• **What is expected**
Copy nothing but the lines below running from the line containing "dot.arc(x, y, r, 0, 2 * Math.PI);" through the line containing "stroke(dot, '#171213', 2);", both end lines included.
▼▼▼
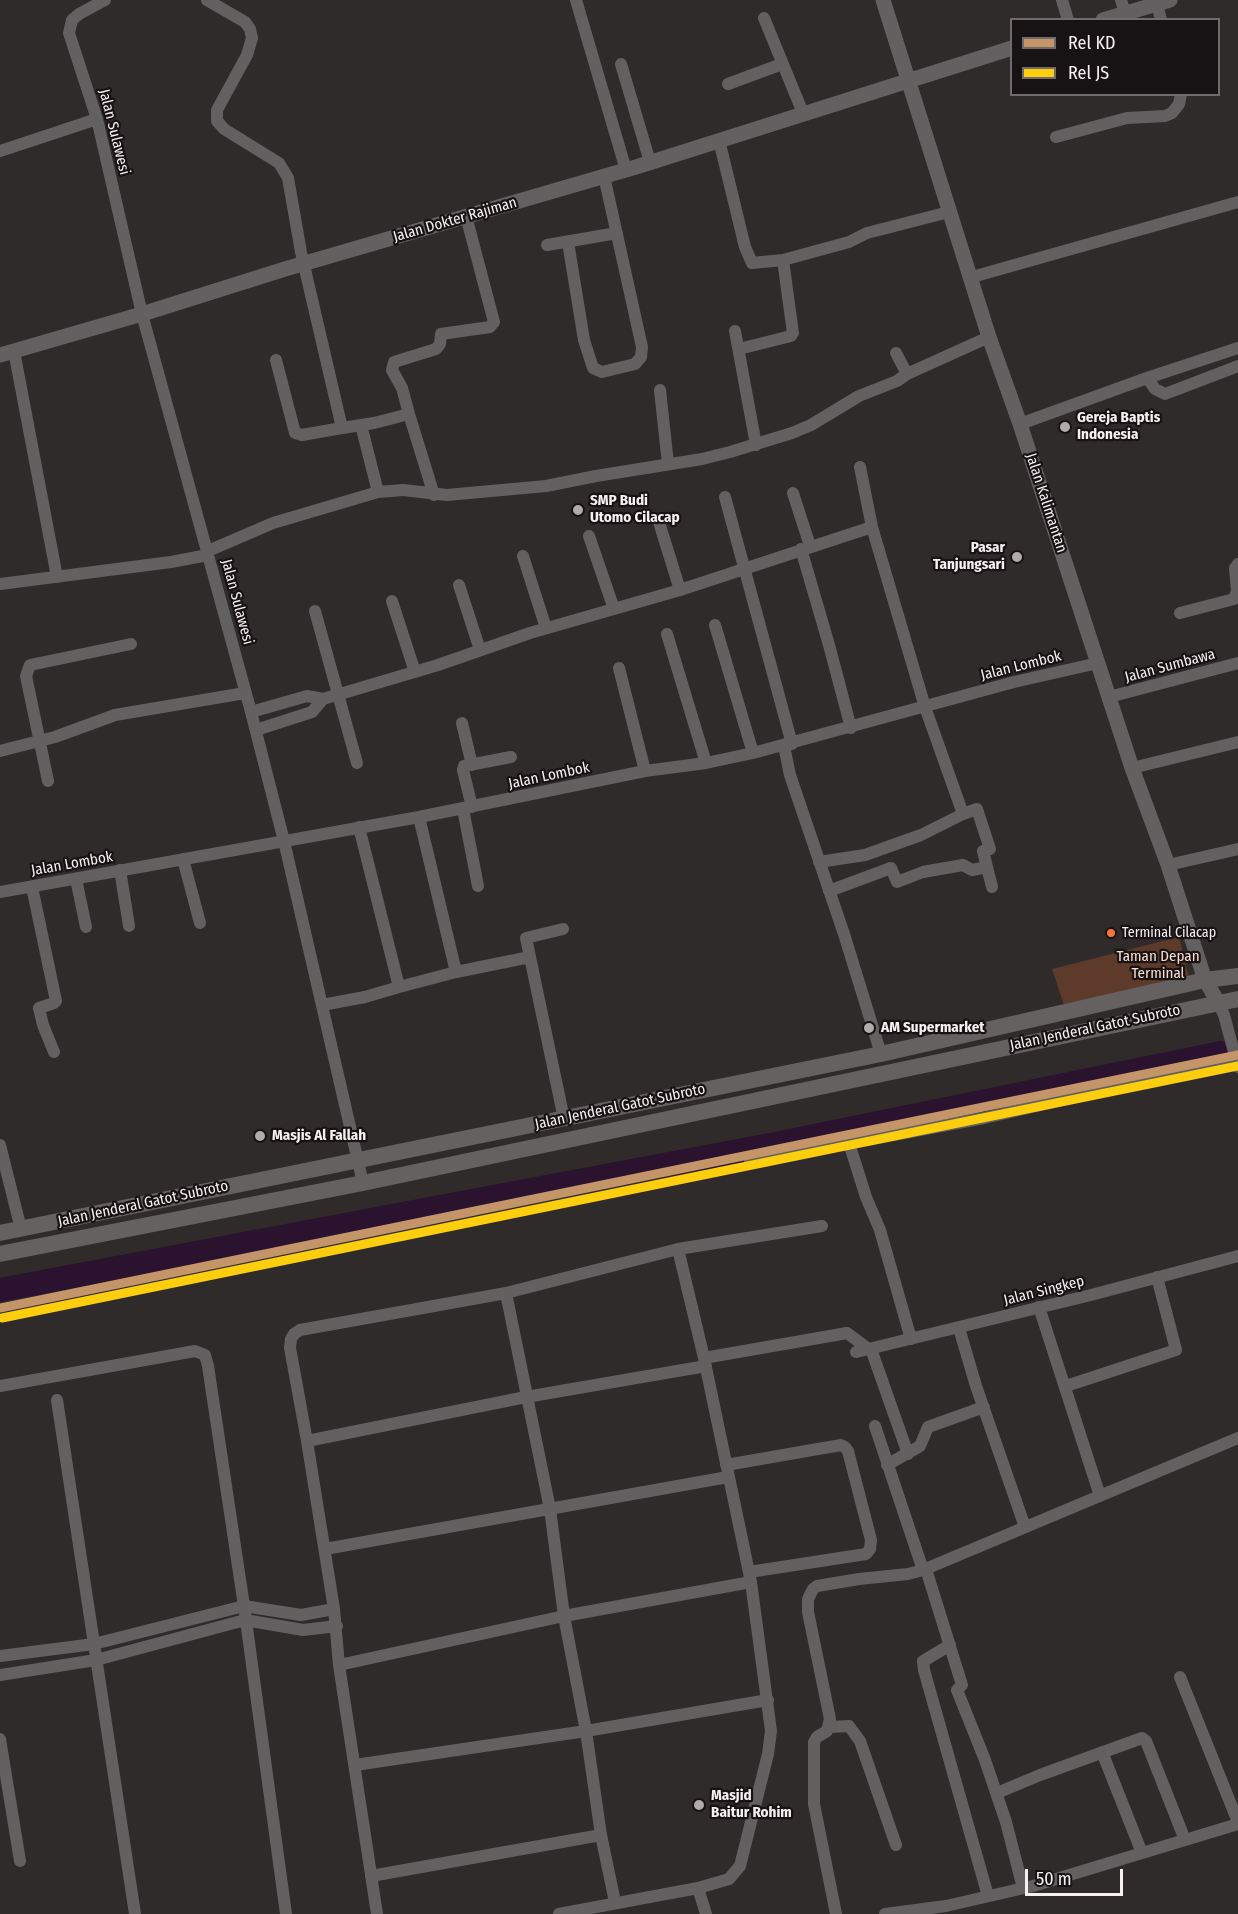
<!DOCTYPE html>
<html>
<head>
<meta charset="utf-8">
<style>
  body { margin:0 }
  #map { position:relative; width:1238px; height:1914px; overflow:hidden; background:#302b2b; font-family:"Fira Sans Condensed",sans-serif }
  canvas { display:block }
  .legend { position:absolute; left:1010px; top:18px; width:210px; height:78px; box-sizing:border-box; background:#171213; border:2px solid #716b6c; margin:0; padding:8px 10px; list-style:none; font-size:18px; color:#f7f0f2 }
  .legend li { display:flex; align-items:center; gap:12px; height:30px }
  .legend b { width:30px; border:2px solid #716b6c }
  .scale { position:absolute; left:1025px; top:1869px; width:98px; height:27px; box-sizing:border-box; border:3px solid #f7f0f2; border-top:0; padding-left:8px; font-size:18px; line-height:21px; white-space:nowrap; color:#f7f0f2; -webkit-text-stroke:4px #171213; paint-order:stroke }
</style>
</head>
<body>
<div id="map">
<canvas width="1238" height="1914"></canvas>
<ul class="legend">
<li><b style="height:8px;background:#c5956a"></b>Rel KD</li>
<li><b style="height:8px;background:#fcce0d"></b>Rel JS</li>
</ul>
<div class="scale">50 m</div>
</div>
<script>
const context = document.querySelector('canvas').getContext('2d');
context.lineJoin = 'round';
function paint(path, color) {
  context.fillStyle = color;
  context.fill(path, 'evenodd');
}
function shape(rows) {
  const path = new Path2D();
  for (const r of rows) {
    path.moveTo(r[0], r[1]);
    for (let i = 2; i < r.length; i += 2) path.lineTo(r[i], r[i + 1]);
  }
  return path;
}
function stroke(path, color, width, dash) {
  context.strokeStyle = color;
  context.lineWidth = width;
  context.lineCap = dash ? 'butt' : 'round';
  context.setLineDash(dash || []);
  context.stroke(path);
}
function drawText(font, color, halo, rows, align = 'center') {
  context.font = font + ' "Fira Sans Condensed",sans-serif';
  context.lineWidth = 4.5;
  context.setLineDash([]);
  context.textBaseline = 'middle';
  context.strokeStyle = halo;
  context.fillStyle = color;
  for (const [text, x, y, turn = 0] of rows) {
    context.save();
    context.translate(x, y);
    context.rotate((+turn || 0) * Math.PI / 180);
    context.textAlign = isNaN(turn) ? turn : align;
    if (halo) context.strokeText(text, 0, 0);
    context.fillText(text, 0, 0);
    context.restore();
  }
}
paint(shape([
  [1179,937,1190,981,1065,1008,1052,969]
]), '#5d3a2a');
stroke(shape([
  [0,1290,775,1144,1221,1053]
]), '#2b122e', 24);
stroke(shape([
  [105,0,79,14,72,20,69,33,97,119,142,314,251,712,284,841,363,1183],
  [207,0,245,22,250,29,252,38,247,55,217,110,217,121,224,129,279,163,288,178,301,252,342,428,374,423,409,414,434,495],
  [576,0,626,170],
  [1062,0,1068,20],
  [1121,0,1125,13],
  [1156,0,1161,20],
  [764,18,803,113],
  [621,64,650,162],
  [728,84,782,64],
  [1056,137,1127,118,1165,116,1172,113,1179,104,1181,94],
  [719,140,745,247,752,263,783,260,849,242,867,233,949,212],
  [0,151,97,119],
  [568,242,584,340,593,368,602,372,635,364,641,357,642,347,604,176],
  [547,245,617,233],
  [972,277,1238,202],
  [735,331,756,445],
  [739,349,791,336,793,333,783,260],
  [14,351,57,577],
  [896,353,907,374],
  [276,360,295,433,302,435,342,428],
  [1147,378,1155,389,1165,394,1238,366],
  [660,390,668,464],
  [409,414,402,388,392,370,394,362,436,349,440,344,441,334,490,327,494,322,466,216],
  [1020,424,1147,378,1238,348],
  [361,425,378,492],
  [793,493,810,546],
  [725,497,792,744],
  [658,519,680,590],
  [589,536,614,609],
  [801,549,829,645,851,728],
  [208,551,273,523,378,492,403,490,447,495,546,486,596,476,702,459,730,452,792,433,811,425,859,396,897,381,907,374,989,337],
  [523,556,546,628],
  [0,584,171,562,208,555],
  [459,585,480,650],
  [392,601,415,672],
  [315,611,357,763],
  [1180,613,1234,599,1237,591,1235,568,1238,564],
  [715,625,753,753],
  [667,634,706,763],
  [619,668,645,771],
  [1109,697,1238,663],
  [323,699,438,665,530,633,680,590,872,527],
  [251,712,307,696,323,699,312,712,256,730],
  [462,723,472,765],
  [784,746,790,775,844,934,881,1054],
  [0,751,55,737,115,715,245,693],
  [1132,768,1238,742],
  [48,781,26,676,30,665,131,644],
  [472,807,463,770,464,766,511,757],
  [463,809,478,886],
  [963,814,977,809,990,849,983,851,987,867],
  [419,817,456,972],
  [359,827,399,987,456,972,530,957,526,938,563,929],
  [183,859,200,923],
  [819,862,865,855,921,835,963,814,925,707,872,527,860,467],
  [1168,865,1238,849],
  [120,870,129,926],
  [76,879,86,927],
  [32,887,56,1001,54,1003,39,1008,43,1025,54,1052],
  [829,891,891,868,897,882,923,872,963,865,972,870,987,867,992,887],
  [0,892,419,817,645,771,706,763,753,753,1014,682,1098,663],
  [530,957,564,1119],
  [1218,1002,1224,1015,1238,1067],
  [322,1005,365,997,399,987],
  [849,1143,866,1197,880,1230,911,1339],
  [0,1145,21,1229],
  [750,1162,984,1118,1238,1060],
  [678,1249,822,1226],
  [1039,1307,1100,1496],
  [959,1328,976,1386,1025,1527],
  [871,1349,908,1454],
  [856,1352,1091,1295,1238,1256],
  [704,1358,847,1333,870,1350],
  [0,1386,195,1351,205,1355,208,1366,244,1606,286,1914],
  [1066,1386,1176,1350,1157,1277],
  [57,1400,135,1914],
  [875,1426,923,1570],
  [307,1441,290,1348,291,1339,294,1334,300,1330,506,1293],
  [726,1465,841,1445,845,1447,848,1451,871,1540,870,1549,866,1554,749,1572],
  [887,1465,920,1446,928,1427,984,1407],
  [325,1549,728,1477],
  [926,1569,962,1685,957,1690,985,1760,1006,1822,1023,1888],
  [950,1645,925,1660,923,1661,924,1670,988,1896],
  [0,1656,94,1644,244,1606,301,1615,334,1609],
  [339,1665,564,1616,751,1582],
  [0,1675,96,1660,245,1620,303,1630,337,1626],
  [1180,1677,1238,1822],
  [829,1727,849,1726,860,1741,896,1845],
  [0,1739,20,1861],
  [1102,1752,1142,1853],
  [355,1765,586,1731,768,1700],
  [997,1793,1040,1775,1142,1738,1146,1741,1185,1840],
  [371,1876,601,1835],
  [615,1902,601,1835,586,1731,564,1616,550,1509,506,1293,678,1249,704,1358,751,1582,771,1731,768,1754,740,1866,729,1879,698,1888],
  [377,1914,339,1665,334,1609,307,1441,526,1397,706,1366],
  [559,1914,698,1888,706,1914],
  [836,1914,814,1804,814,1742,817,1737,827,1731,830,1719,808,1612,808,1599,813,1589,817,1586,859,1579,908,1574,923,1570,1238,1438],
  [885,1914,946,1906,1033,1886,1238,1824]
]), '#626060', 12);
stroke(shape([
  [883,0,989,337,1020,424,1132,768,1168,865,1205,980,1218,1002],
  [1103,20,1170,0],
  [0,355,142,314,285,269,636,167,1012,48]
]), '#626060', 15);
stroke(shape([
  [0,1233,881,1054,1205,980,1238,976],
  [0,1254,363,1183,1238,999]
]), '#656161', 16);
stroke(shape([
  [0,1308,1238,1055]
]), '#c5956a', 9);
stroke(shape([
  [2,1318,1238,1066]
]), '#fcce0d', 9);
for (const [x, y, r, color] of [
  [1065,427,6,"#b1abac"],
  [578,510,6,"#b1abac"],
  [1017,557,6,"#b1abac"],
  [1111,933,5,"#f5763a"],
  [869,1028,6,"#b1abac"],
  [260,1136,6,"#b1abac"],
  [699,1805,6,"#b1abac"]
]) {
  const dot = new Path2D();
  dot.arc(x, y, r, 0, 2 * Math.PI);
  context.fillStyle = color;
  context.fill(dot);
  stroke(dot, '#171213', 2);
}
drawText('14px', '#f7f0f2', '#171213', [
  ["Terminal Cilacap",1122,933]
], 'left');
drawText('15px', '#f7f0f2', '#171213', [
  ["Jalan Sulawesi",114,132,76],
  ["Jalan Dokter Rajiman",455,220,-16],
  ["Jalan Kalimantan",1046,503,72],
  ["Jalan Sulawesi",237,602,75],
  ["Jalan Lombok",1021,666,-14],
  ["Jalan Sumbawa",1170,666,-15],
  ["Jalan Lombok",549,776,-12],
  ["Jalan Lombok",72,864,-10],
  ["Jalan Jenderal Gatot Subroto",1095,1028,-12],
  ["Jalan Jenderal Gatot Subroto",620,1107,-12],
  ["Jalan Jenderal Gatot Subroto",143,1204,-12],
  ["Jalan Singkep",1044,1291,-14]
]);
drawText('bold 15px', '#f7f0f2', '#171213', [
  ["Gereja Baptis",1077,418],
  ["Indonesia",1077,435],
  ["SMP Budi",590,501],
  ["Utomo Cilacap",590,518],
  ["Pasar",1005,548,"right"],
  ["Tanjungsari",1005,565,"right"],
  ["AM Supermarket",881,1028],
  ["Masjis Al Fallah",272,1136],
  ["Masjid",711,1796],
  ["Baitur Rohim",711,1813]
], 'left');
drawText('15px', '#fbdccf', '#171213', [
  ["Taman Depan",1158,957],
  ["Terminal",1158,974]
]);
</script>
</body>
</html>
▲▲▲
• **Written answer**
  dot.arc(x, y, r, 0, 2 * Math.PI);
  context.fillStyle = color;
  context.fill(dot);
  stroke(dot, '#171213', 2);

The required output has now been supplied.